## Extracted records
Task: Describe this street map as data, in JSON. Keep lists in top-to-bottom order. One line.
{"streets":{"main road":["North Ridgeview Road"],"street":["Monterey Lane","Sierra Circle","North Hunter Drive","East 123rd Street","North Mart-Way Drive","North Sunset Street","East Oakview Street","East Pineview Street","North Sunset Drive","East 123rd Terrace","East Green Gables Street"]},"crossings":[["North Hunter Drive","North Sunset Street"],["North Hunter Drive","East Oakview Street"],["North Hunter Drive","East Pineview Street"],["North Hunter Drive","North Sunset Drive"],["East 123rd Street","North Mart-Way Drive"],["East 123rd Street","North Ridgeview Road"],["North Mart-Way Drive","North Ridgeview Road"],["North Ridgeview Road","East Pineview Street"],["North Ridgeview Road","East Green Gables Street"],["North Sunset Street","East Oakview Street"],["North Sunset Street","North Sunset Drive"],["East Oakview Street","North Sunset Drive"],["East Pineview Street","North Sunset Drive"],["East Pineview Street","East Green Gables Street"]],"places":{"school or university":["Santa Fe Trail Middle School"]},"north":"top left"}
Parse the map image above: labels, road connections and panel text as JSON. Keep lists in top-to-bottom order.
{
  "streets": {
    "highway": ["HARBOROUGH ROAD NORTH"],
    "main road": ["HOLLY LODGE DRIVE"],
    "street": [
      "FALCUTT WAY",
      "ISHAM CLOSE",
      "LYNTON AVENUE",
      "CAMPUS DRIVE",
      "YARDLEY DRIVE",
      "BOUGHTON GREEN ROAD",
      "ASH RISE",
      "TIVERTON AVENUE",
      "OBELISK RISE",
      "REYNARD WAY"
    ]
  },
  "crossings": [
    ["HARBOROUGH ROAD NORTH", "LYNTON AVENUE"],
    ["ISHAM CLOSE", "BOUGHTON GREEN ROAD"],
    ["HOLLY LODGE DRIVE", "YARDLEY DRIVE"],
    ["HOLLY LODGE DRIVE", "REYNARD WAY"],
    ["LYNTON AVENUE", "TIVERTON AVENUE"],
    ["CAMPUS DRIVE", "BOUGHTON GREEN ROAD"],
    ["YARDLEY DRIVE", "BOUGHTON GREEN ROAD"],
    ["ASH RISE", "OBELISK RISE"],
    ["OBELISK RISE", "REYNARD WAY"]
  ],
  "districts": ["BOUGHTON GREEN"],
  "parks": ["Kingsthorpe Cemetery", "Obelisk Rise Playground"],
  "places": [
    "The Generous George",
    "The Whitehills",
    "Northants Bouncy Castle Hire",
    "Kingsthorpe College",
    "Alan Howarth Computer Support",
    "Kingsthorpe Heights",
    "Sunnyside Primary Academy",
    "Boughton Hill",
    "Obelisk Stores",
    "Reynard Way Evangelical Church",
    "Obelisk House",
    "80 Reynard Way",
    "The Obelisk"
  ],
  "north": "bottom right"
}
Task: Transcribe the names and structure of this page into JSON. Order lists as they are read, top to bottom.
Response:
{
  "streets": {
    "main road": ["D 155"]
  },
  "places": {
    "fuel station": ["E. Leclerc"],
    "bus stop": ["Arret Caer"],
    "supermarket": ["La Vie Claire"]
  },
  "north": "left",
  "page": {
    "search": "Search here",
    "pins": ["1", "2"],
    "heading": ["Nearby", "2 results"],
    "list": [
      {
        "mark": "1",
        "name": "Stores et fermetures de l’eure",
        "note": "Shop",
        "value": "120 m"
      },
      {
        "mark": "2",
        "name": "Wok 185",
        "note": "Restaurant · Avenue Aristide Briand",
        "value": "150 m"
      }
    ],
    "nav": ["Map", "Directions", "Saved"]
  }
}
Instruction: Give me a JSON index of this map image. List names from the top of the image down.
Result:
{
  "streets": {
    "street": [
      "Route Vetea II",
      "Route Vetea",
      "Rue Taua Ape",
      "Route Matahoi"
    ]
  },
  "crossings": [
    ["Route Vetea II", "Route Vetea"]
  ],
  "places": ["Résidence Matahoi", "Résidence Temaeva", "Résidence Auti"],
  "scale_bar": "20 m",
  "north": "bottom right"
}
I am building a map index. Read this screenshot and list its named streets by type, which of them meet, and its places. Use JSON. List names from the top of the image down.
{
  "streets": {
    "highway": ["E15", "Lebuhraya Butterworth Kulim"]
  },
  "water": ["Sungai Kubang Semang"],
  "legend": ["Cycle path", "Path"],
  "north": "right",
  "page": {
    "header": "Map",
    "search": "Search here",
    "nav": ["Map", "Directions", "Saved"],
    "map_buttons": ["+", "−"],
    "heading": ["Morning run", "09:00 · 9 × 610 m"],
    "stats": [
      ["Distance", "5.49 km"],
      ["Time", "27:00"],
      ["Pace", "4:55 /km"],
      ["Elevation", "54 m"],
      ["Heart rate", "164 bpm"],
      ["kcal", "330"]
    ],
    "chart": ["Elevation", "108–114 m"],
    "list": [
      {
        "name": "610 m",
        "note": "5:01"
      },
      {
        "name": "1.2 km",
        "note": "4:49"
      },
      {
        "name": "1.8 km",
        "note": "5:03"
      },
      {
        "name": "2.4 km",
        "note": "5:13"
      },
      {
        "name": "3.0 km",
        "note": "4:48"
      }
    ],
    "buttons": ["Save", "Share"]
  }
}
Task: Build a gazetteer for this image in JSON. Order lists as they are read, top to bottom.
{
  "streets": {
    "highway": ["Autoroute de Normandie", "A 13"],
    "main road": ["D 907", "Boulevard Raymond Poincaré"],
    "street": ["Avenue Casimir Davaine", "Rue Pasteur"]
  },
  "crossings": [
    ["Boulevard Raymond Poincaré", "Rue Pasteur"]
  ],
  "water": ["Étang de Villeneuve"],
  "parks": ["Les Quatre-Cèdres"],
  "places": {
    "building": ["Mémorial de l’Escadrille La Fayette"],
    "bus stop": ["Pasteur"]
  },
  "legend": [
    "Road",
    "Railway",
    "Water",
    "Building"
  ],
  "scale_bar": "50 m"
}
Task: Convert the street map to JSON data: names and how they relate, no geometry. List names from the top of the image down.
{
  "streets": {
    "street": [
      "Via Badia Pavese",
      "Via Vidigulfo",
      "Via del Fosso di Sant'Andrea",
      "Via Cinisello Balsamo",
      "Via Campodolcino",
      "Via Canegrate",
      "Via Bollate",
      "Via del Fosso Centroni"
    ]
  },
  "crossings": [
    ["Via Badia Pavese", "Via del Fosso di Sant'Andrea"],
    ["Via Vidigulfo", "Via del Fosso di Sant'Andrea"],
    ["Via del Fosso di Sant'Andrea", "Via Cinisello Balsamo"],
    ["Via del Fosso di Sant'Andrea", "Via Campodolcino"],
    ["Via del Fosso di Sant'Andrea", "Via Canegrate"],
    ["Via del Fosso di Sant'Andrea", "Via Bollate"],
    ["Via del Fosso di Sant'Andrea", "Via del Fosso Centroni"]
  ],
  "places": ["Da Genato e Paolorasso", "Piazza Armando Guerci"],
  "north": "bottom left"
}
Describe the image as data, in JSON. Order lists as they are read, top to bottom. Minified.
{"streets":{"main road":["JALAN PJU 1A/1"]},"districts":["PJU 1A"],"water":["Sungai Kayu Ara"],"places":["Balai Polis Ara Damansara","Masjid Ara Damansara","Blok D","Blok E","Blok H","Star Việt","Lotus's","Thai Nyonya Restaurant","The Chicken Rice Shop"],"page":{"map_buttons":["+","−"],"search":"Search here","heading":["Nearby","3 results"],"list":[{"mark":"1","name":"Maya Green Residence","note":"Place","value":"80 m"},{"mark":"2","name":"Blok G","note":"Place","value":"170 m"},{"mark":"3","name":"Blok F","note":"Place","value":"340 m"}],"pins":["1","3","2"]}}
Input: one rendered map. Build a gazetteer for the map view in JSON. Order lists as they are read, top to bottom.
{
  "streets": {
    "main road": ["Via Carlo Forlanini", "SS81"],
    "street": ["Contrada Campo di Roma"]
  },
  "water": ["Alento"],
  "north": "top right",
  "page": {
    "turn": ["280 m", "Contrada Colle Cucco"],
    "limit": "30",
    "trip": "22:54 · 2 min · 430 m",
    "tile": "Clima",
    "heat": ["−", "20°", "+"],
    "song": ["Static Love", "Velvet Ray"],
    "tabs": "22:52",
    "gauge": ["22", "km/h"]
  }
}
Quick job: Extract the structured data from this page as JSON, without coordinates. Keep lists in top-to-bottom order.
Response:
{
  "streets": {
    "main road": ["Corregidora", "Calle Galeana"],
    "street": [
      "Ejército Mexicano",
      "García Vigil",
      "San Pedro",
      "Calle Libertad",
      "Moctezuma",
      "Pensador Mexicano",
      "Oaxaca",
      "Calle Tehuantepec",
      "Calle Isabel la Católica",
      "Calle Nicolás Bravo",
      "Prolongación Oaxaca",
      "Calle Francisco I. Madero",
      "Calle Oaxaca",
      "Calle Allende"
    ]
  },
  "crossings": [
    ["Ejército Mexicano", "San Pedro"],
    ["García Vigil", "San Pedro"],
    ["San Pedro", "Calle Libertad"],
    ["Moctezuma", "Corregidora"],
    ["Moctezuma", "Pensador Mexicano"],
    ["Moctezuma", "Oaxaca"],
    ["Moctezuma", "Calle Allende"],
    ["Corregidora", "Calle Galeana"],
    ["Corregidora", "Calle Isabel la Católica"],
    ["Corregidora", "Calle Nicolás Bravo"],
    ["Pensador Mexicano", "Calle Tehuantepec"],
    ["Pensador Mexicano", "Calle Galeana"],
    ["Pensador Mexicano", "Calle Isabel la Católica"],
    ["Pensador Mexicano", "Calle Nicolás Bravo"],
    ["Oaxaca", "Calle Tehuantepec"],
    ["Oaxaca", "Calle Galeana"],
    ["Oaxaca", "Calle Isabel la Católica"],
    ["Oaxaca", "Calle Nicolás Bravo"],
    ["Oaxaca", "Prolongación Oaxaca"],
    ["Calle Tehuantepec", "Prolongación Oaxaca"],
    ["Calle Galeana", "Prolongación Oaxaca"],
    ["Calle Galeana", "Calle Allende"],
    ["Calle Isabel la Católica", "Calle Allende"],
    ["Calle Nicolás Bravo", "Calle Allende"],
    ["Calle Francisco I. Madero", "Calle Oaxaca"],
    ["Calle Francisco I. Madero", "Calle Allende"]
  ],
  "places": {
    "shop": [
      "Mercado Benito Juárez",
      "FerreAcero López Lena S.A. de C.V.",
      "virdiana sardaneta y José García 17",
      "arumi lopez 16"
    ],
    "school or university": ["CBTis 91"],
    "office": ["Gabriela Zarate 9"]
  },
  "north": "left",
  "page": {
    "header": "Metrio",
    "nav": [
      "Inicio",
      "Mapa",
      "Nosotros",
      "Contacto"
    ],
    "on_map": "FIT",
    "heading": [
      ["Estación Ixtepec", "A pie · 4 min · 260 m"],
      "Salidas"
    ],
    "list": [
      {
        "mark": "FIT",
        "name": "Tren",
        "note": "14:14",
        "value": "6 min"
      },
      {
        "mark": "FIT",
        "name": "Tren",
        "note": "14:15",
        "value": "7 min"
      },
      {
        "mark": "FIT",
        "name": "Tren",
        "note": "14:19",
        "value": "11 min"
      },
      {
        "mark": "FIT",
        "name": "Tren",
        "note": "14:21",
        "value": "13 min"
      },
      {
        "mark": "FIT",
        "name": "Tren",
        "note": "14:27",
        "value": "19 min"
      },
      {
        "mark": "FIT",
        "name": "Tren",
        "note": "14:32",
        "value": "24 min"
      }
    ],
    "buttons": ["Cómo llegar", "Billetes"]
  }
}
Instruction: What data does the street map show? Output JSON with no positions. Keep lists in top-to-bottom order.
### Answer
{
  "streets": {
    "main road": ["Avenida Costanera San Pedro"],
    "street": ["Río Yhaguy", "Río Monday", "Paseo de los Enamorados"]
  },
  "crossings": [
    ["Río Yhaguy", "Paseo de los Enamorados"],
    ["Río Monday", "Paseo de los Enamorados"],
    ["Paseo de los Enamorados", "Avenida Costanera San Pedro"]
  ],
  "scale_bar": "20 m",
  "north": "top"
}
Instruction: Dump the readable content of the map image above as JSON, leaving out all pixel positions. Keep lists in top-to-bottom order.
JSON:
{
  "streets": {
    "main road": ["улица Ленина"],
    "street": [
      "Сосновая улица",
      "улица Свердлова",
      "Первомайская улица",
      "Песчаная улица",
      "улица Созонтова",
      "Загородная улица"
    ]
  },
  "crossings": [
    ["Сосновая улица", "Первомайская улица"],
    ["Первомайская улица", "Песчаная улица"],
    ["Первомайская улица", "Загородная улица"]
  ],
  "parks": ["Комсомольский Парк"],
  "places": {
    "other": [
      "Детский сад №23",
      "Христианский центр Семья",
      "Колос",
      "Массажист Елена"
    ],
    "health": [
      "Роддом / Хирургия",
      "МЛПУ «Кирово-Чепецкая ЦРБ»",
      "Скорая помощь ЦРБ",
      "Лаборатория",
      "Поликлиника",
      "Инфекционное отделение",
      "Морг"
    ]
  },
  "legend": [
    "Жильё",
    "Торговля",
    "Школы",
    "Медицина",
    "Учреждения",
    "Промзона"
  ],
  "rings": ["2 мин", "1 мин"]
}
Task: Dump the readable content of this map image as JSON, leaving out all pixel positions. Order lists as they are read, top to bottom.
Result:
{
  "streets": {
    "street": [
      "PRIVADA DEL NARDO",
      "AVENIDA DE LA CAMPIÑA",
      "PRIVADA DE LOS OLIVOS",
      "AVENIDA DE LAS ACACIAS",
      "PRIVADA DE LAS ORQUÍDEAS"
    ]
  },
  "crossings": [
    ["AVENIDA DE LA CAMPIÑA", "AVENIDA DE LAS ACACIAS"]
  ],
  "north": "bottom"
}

## Directions
Every line from the one containing "Task: Dump the" through the end of the data must be repeated exactly, and no other line.

## Written response
Task: Dump the readable content of this map image as JSON, leaving out all pixel positions. Order lists as they are read, top to bottom.
Result:
{
  "streets": {
    "street": [
      "PRIVADA DEL NARDO",
      "AVENIDA DE LA CAMPIÑA",
      "PRIVADA DE LOS OLIVOS",
      "AVENIDA DE LAS ACACIAS",
      "PRIVADA DE LAS ORQUÍDEAS"
    ]
  },
  "crossings": [
    ["AVENIDA DE LA CAMPIÑA", "AVENIDA DE LAS ACACIAS"]
  ],
  "north": "bottom"
}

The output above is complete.